Netflix recently dropped some first looks at its upcoming period drama Ma Rainey’s Black Bottom, the film that houses Chadwick Boseman’s last performance. His turn as Levee opposite Viola Davis’ Ma Rainey is already generating buzz about a posthumous Oscar nomination for the late actor. The film is adapted from August Wilson’s 1984 play of the same name and explores racial tensions in 1920s Chicago through the story of Ma, her horn player Levee (Boseman), and her white management team. Davis shared during an interview with The New York Times how it was intimidating to take on the titular role as the trailblazing musician known as the “Mother of the Blues,” but she was able to get into character, as well as appreciate Boseman’s own performance. “An actor of Chadwick’s status usually comes on and it’s their ego who comes on before them: This is what they want, this is what they’re not going to do,” Davis noted. “That was absolutely, 150 percent off the table with Chadwick. He could completely discard whatever ego he had, whatever vanity he had, and welcome Levee in.”
And the character of Levee is far from Boseman’s role as T’Challa in Black Panther, the film that made him a household name. In Ma Rainey’s Black Bottom, the actor plays an ambitious trumpeter determined to launch his own career by putting a new spin on Ma’s outdated songs. At some points along the way, he’s seducing Ma’s girlfriend; other times he can be seen raging at God. And Boseman rose to the occasion of delivering the richly complex character of Levee. Denzel Washington, who served as a producer on the film, praised the actor’s skills, stating, “he did a brilliant job.” The film’s director, George C. Wolfe, also had positive things to share about the experience of getting to work with Boseman. “Every day, we all got to witness the ferocity of his talent and the gentleness of his heart,” Wolfe recalled. “[He was] a truly blessed, loving, gifted, and giving human being.”

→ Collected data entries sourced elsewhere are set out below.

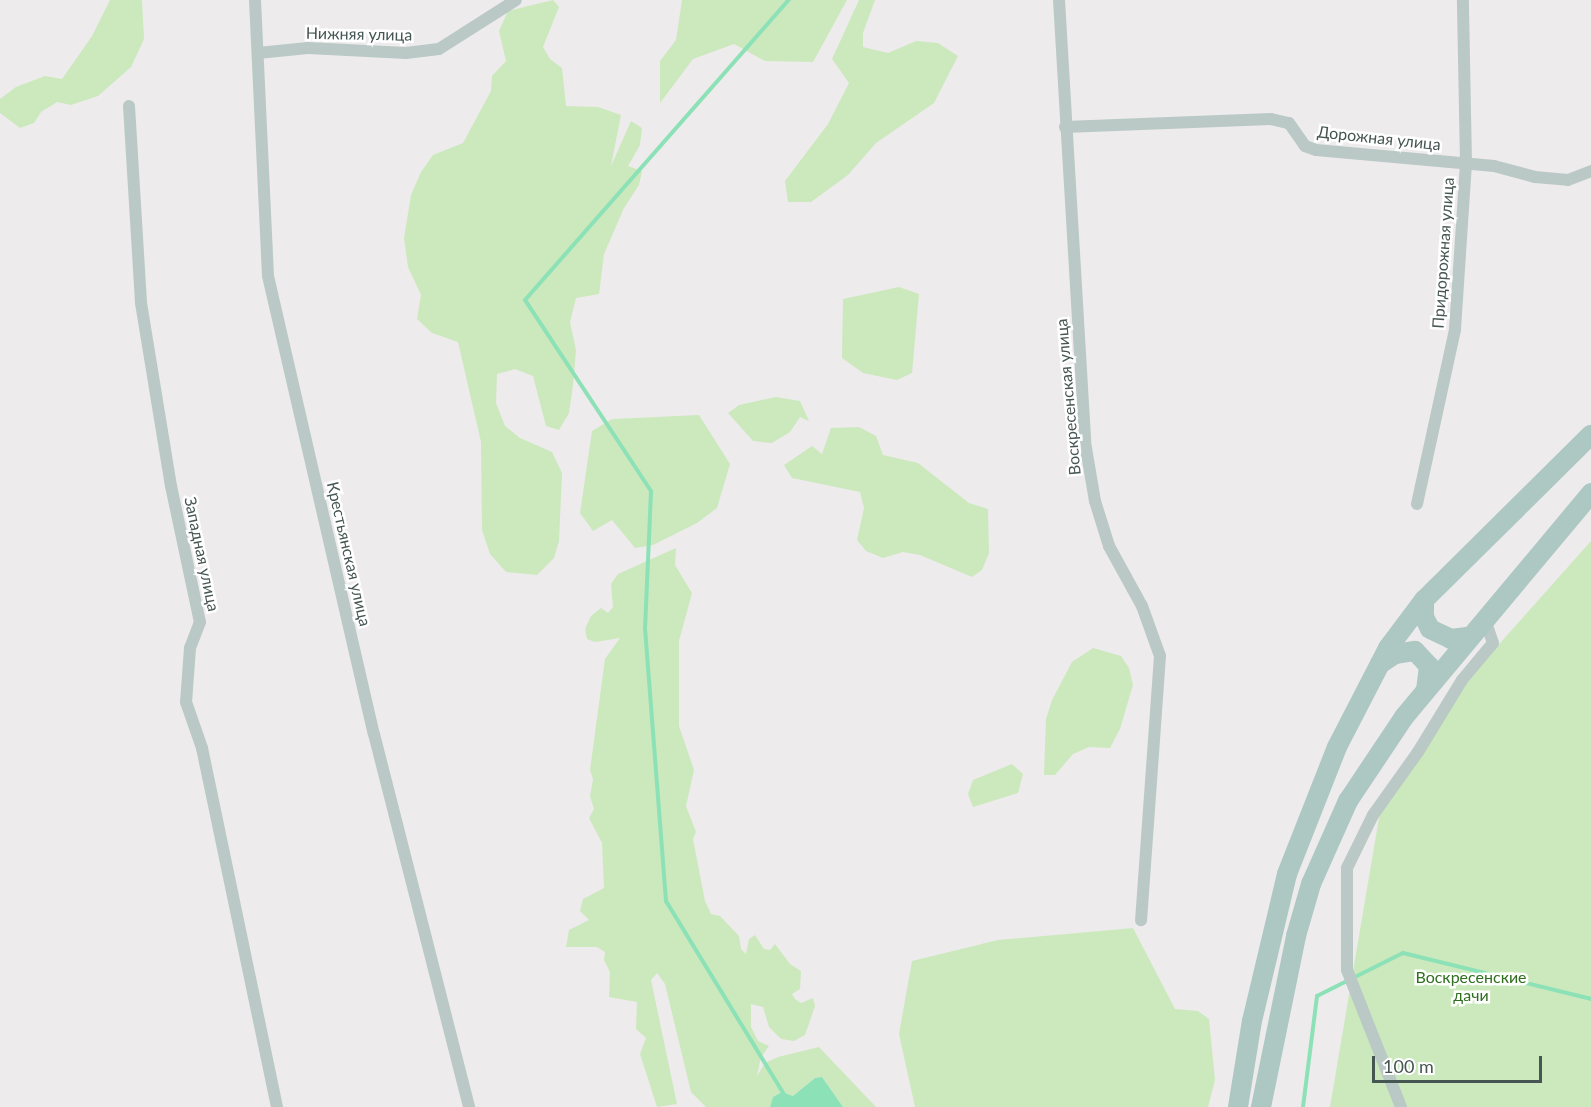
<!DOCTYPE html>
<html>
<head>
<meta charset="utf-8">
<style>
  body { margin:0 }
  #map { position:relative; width:1591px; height:1107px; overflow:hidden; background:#eeebed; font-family:Lato,sans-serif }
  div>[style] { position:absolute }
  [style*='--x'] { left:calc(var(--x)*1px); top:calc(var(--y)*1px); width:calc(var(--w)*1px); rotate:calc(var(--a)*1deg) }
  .green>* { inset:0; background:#cbe9bc }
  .water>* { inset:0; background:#8de1b7 }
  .stream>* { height:4px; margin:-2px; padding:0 2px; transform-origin:2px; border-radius:2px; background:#8de1b7 }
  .street>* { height:12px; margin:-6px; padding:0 6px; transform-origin:6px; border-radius:6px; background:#bac9c6 }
  .primary>* { height:20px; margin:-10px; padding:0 10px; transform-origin:10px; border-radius:10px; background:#adc8c2 }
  span { translate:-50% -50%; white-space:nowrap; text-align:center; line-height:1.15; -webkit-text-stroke:5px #fff; paint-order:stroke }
  .street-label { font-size:16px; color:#465652 }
  .park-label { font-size:16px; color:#306f1f }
  .scale { position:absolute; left:1372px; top:1056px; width:170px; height:27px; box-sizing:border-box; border:3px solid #465652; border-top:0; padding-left:8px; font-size:18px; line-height:21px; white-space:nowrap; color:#465652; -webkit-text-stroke:4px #fff; paint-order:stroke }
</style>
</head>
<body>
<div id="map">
  <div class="green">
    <div style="clip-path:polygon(110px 0,142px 0,144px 39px,131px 67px,98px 96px,71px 105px,57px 102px,41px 112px,34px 123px,20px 128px,0 113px,0 99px,16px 87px,45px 76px,62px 79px,92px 36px)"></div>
    <div style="clip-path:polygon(553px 0,559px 7px,543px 47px,550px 59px,562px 68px,566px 106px,598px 107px,621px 115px,611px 166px,631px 121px,642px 128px,640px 145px,628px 166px,642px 171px,639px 185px,624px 208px,604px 254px,599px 294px,576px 298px,570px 322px,576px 350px,573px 385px,569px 413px,559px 430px,546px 426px,533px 376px,515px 369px,497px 374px,496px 403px,505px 426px,520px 438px,552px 452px,562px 473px,559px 541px,554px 558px,537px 575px,506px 572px,490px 554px,482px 530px,481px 442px,458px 342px,432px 333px,417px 319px,421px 295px,408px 267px,404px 238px,411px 195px,421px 172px,433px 155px,463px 143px,491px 91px,492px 76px,506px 61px,499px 31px,508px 11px)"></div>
    <div style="clip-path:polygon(682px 0,847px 0,813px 62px,765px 61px,734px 44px,693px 59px,660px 103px,660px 61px,676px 40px)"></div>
    <div style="clip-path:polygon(859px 0,875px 0,863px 33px,863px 47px,888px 53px,916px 41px,938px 43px,958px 56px,934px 103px,876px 143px,848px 175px,811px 202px,788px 202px,785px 181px,828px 124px,849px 83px,832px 59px)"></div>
    <div style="clip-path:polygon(899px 287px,919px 294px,912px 373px,897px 380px,863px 373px,842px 358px,843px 299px)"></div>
    <div style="clip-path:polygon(776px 397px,800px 401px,809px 421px,800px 417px,790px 432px,772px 443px,753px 441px,728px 413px,739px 405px)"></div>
    <div style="clip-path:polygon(699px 415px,730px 464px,717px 508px,697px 523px,653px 545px,635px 548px,612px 520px,593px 531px,580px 513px,592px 431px,612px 419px)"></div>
    <div style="clip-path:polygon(859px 427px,876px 436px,883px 455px,918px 463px,969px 503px,988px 509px,989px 553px,982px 570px,972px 577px,920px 555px,903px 552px,883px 558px,866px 551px,857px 540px,864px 508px,860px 492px,792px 478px,784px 465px,812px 446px,822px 454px,831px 428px)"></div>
    <div style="clip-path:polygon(1591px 541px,1591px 1107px,1330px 1107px,1380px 812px,1436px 715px)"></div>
    <div style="clip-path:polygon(676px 548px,675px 565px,692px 593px,679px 641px,679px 726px,694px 770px,686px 806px,696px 832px,693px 839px,705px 901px,711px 914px,720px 916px,739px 936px,741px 949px,746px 954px,749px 939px,755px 935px,764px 949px,770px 950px,775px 944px,790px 964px,801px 971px,800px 989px,792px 994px,795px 999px,801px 1003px,813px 998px,815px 1006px,805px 1035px,794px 1041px,781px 1039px,769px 1027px,763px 1007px,751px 1004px,751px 1027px,758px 1041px,769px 1046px,761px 1057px,757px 1076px,765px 1063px,778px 1057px,819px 1047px,876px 1107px,843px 1107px,822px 1077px,815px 1078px,793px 1096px,782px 1092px,773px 1097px,770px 1107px,706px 1107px,691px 1092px,665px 984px,657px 973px,651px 980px,677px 1104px,657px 1107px,640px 1054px,646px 1038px,636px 1029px,637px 1002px,609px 997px,610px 972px,604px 960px,605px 952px,597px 947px,566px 947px,569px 930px,589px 920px,580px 911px,583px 899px,604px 888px,602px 843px,589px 818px,594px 809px,590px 796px,593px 779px,590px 770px,605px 659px,620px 638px,595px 642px,587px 639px,585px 629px,591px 616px,601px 608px,608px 613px,613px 607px,611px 584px,618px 574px)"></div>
    <div style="clip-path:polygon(1093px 648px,1121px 656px,1129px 668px,1133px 685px,1120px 729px,1110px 748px,1089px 747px,1073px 754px,1055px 775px,1044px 775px,1046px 719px,1052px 700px,1072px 662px)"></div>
    <div style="clip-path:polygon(1012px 764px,1023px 774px,1018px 793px,973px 807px,968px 794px,973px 780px)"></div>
    <div style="clip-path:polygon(1133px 928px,1175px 1009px,1198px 1011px,1209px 1019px,1215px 1080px,1208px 1107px,915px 1107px,899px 1034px,912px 961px,998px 940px)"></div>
  </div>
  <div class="water">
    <div style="clip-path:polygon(822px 1077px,843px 1107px,770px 1107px,773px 1097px,782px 1092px,793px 1096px,815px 1078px)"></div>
  </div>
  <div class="stream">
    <div style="--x:785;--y:1096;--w:228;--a:-121.4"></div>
    <div style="--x:666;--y:901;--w:273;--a:-94.4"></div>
    <div style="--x:645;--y:629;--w:138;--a:-87.5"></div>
    <div style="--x:651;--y:491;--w:229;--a:-123.4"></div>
    <div style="--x:525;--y:300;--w:400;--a:-48.7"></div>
    <div style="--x:1303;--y:1107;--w:112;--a:-82.8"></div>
    <div style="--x:1317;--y:996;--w:96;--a:-26.6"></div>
    <div style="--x:1403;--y:953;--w:194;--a:13.7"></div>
  </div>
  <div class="street">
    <div style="--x:255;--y:0;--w:276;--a:87.3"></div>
    <div style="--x:268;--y:276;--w:470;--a:77"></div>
    <div style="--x:374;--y:734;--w:385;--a:75.7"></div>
    <div style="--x:1059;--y:0;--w:449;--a:86.6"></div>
    <div style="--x:1086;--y:448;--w:54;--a:80.4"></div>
    <div style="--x:1095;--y:501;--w:47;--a:72.7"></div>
    <div style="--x:1109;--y:546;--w:68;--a:61.2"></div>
    <div style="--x:1142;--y:606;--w:53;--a:70.2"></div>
    <div style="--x:1160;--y:656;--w:265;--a:94.1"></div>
    <div style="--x:258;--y:53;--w:50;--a:-5.7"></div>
    <div style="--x:308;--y:48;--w:98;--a:2.9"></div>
    <div style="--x:406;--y:53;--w:33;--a:-7"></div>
    <div style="--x:439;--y:49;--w:91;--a:-32.5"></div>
    <div style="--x:129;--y:106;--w:197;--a:86.5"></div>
    <div style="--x:141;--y:303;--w:185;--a:80.7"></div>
    <div style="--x:171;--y:486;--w:139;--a:78"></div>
    <div style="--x:200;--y:622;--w:28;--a:111"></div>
    <div style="--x:190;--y:648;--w:54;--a:94.2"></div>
    <div style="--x:186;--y:702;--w:49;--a:70.8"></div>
    <div style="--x:202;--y:748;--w:367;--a:78.2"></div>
    <div style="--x:1065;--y:127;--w:206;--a:-2.2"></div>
    <div style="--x:1271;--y:119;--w:18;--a:13"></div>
    <div style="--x:1289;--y:123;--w:28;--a:55"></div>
    <div style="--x:1305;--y:146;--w:12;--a:20"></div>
    <div style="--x:1316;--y:150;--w:179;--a:5.1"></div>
    <div style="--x:1494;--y:166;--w:42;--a:15"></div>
    <div style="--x:1535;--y:177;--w:33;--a:5"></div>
    <div style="--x:1568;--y:180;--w:25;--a:-21"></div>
    <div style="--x:1417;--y:504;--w:179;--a:-77.7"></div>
    <div style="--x:1455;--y:329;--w:166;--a:-86.2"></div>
    <div style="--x:1466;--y:163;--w:163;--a:-91.1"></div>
    <div style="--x:1401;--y:1107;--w:147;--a:-111.5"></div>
    <div style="--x:1347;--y:970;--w:102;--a:-90"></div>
    <div style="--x:1347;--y:868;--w:59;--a:-63.9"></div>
    <div style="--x:1373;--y:815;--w:77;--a:-54.5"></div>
    <div style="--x:1418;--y:752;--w:84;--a:-58.6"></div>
    <div style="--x:1462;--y:680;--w:48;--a:-50"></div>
    <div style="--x:1493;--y:643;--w:28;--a:-109"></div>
  </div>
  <div class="primary">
    <div style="--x:1424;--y:600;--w:17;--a:90"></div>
    <div style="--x:1424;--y:617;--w:13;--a:63"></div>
    <div style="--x:1430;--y:629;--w:23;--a:25"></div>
    <div style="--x:1451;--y:639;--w:16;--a:-7"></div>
    <div style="--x:1380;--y:664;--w:18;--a:-34"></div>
    <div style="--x:1395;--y:654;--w:20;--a:-9"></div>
    <div style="--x:1415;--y:651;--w:21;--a:47"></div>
    <div style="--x:1429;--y:666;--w:24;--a:97"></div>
    <div style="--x:1238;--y:1107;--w:87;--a:-80.8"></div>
    <div style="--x:1252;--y:1021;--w:151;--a:-76.6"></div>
    <div style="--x:1287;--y:874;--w:136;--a:-68.5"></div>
    <div style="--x:1337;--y:747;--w:111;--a:-62.7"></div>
    <div style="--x:1388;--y:648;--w:60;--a:-53.1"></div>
    <div style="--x:1424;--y:600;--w:235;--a:-44.7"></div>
    <div style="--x:1261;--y:1107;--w:175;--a:-78.4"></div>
    <div style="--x:1296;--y:936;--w:54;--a:-73.9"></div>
    <div style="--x:1311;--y:884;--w:91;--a:-66"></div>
    <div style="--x:1348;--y:801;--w:101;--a:-56.3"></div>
    <div style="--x:1404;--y:717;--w:292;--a:-50.1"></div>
  </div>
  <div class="street-label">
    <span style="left:359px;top:34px;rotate:1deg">Нижняя улица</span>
    <span style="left:1379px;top:138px;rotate:6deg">Дорожная улица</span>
    <span style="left:1443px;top:253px;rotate:-86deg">Придорожная улица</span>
    <span style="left:1068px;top:397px;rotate:-95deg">Воскресенская улица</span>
    <span style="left:202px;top:554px;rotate:78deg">Западная улица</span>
    <span style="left:349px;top:554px;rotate:77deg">Крестьянская улица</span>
  </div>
  <div class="park-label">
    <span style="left:1471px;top:986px">Воскресенские<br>дачи</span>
  </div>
  <div class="scale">100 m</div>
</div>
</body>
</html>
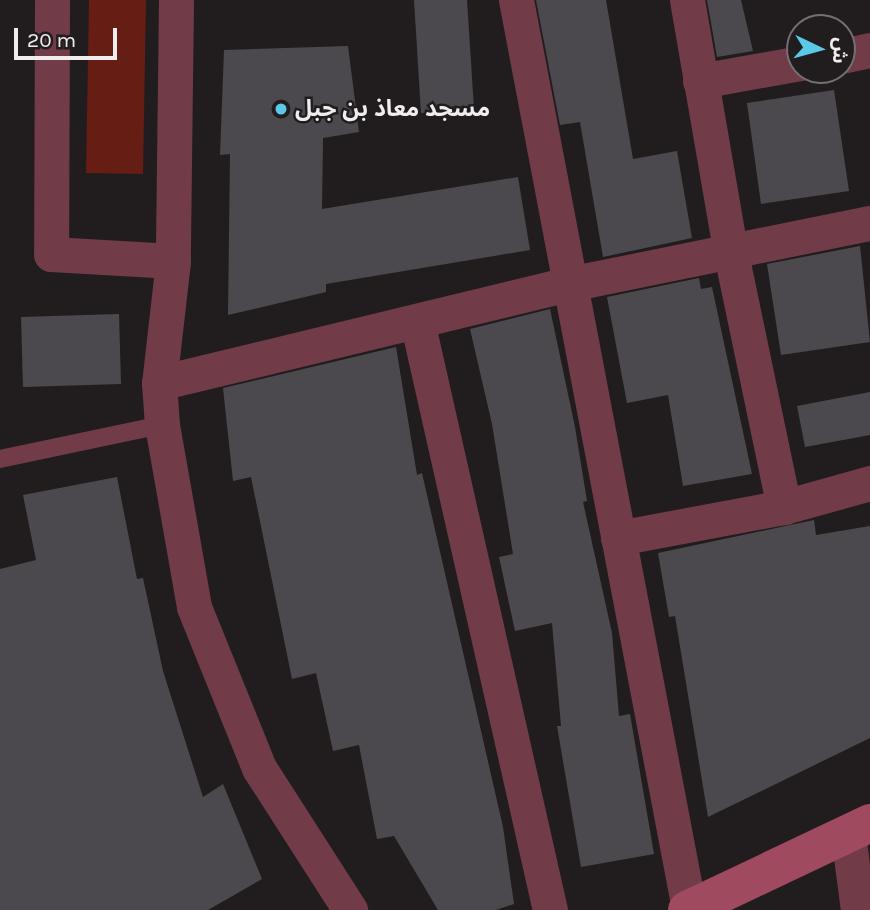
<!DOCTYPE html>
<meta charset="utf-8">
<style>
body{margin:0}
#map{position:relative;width:870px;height:910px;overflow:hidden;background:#211d1f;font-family:Karla,"Noto Sans Arabic",sans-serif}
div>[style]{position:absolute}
.green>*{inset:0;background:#651d14}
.building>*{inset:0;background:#4c494e}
.lane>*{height:18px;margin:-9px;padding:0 9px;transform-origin:9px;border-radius:9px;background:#713b48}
.street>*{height:35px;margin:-17.5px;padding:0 17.5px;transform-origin:17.5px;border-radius:17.5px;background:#713b48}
.secondary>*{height:38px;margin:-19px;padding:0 19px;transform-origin:19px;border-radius:19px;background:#9f4a5f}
.dots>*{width:19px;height:19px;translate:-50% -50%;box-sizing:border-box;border:4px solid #211d1f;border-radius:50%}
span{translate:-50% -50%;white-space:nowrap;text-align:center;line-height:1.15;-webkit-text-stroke:5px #211d1f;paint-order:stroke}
.poi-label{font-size:23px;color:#f0edef;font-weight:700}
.left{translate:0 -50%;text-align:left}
.north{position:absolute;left:786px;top:14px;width:70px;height:70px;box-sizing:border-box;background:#211d1f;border:2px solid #747072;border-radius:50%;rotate:95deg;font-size:19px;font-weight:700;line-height:28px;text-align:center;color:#f0edef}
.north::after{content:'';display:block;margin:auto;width:24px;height:32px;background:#5ac8e6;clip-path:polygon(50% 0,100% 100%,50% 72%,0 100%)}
.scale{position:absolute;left:14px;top:28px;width:103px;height:32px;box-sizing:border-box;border:4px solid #f0edef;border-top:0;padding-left:9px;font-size:21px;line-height:24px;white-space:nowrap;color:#f0edef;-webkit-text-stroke:5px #211d1f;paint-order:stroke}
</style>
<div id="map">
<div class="green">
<i style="clip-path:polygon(89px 0,146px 0,143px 174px,86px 173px)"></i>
</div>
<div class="building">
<i style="clip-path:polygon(414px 0,467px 0,474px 109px,421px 113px)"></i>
<i style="clip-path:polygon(536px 0,606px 0,633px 159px,677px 151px,692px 238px,603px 257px,580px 122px,560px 125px)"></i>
<i style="clip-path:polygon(707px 0,741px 0,753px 51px,717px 57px)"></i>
<i style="clip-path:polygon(348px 46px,359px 132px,323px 138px,322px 209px,518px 177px,530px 250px,326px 284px,326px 292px,228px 315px,230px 154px,220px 155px,224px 50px)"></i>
<i style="clip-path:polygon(834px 90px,849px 191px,761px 204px,747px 103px)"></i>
<i style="clip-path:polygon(860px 246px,870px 342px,781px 355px,767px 264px)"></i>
<i style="clip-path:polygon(699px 278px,701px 289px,712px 287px,752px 474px,683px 486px,668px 395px,627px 403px,607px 297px)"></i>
<i style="clip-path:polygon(550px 309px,575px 427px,587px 501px,583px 502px,612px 633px,619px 716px,630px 714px,654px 854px,581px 867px,557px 726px,561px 726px,552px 623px,515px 631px,499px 557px,513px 554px,492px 424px,470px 329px)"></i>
<i style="clip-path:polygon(119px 314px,121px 384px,23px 387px,21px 317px)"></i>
<i style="clip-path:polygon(396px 347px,417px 475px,422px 473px,503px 827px,514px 904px,496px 910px,438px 910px,394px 836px,377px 839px,359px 745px,333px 751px,316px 673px,292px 679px,251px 477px,233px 481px,223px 388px)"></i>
<i style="clip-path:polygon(870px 392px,870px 435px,805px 447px,797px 406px)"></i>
<i style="clip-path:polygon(117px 477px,137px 579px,143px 578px,163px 671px,203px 797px,223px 784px,262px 879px,208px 910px,0 910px,0 569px,36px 560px,23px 495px)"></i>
<i style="clip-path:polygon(814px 520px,816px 535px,870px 526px,870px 738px,708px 817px,675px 616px,669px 617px,658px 553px)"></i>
</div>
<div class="lane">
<i style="left:0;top:459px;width:166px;rotate:-11.9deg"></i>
</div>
<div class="street">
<i style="left:52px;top:0;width:254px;rotate:90.2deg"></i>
<i style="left:51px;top:254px;width:122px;rotate:3.3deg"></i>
<i style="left:176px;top:0;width:261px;rotate:90.7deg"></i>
<i style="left:173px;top:261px;width:123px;rotate:96.5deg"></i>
<i style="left:159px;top:383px;width:42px;rotate:85.9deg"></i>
<i style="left:162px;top:425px;width:185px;rotate:80deg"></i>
<i style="left:194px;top:607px;width:174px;rotate:68deg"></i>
<i style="left:259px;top:768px;width:169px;rotate:57.3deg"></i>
<i style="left:516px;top:0;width:925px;rotate:79.22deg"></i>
<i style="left:687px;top:0;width:253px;rotate:80.2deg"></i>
<i style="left:730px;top:249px;width:264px;rotate:78.2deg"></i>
<i style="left:842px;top:56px;width:29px;rotate:-12deg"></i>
<i style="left:700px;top:81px;width:102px;rotate:-10.2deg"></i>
<i style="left:417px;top:321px;width:604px;rotate:77.28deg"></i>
<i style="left:159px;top:383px;width:422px;rotate:-13.6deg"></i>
<i style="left:569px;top:284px;width:307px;rotate:-11.5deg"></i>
<i style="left:618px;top:538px;width:169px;rotate:-10.6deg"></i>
<i style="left:784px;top:507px;width:89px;rotate:-15.6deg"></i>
<i style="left:848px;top:834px;width:77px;rotate:82.5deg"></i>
</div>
<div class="secondary">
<i style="left:687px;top:910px;width:203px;rotate:-25.4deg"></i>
</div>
<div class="dots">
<i style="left:281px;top:109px;background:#5ac8e6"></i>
</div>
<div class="poi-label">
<span class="left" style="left:295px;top:109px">مسجد معاذ بن جبل</span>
</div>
<div class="north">ش</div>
<div class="scale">20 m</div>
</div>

After Boseman died on August 28, Netflix delayed a virtual preview of the project, which is slated to release on December 18. Davis added during her New York Times interview that she didn’t know about Boseman’s private battle with colon cancer while they filmed Ma Rainey’s Black Bottom. “I look at his beautiful, unbelievable team that was meditating over him and massaging him, and I now realize everything they were trying to infuse in him to keep him going and working at his optimal level,” Davis shared. “And he received it.” Even in the midst of his ongoing health issues, Boseman turned out a final screen performance that is likely to garner him an Oscar nomination, according to Variety. But regardless of any posthumous accolades awarded him, the actor’s talent will continue to inspire. From his breakthrough role as Jackie Robinson in 42 to his star-making turn as Black Panther to his most recent and final role as Levee, Boseman’s groundbreaking work will continue to live on.